## PROBLEM REQUIREMENTS
Each entry below must be written out exactly, with pictures left out.

## AVAILABLE RECORDS

****************

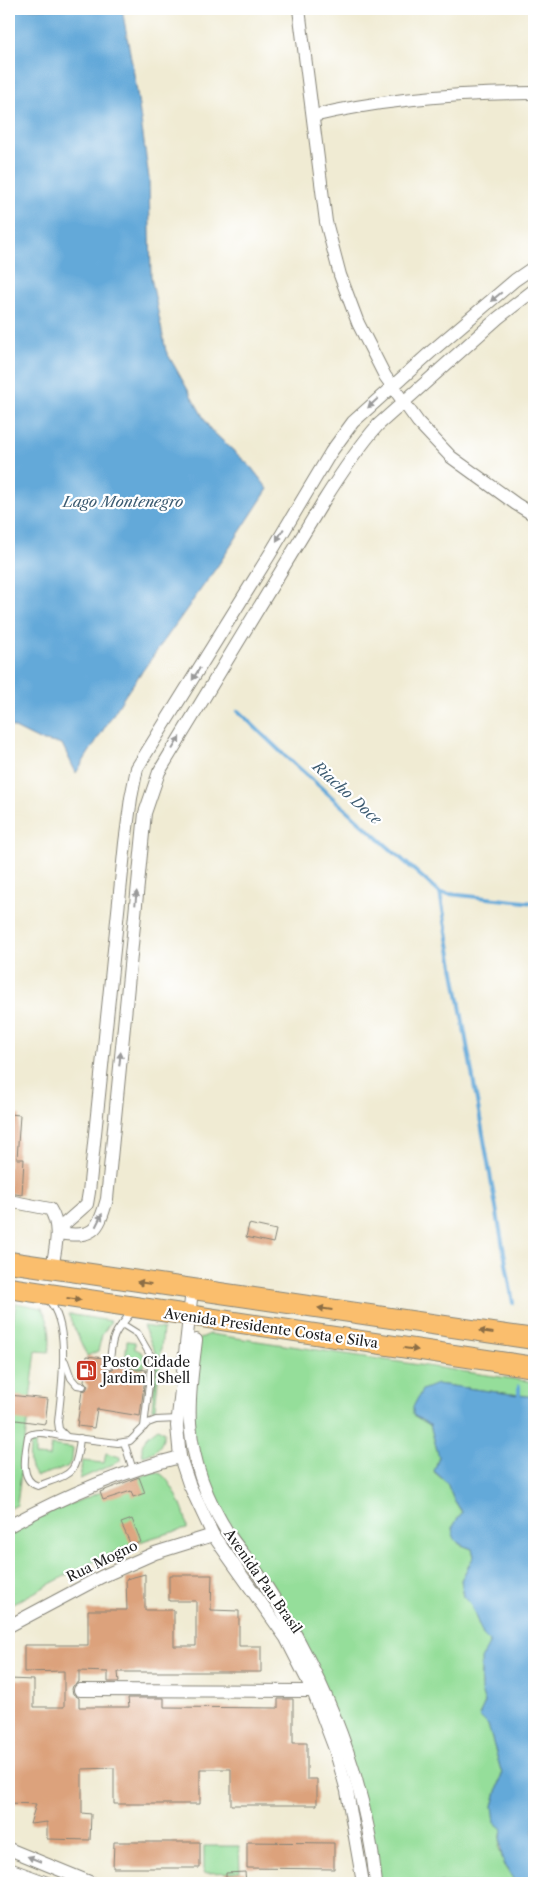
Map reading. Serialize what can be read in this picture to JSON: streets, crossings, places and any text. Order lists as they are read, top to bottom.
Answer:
{
  "streets": {
    "main road": ["Avenida Presidente Costa e Silva"],
    "street": ["Rua Mogno", "Avenida Pau Brasil"]
  },
  "crossings": [
    ["Avenida Presidente Costa e Silva", "Avenida Pau Brasil"],
    ["Rua Mogno", "Avenida Pau Brasil"]
  ],
  "water": ["Lago Montenegro", "Riacho Doce"],
  "places": {
    "fuel station": ["Posto Cidade Jardim | Shell"]
  }
}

****************

## ANSWER TO THE PROBLEM
Map reading. Serialize what can be read in this picture to JSON: streets, crossings, places and any text. Order lists as they are read, top to bottom.
Answer:
{
  "streets": {
    "main road": ["Avenida Presidente Costa e Silva"],
    "street": ["Rua Mogno", "Avenida Pau Brasil"]
  },
  "crossings": [
    ["Avenida Presidente Costa e Silva", "Avenida Pau Brasil"],
    ["Rua Mogno", "Avenida Pau Brasil"]
  ],
  "water": ["Lago Montenegro", "Riacho Doce"],
  "places": {
    "fuel station": ["Posto Cidade Jardim | Shell"]
  }
}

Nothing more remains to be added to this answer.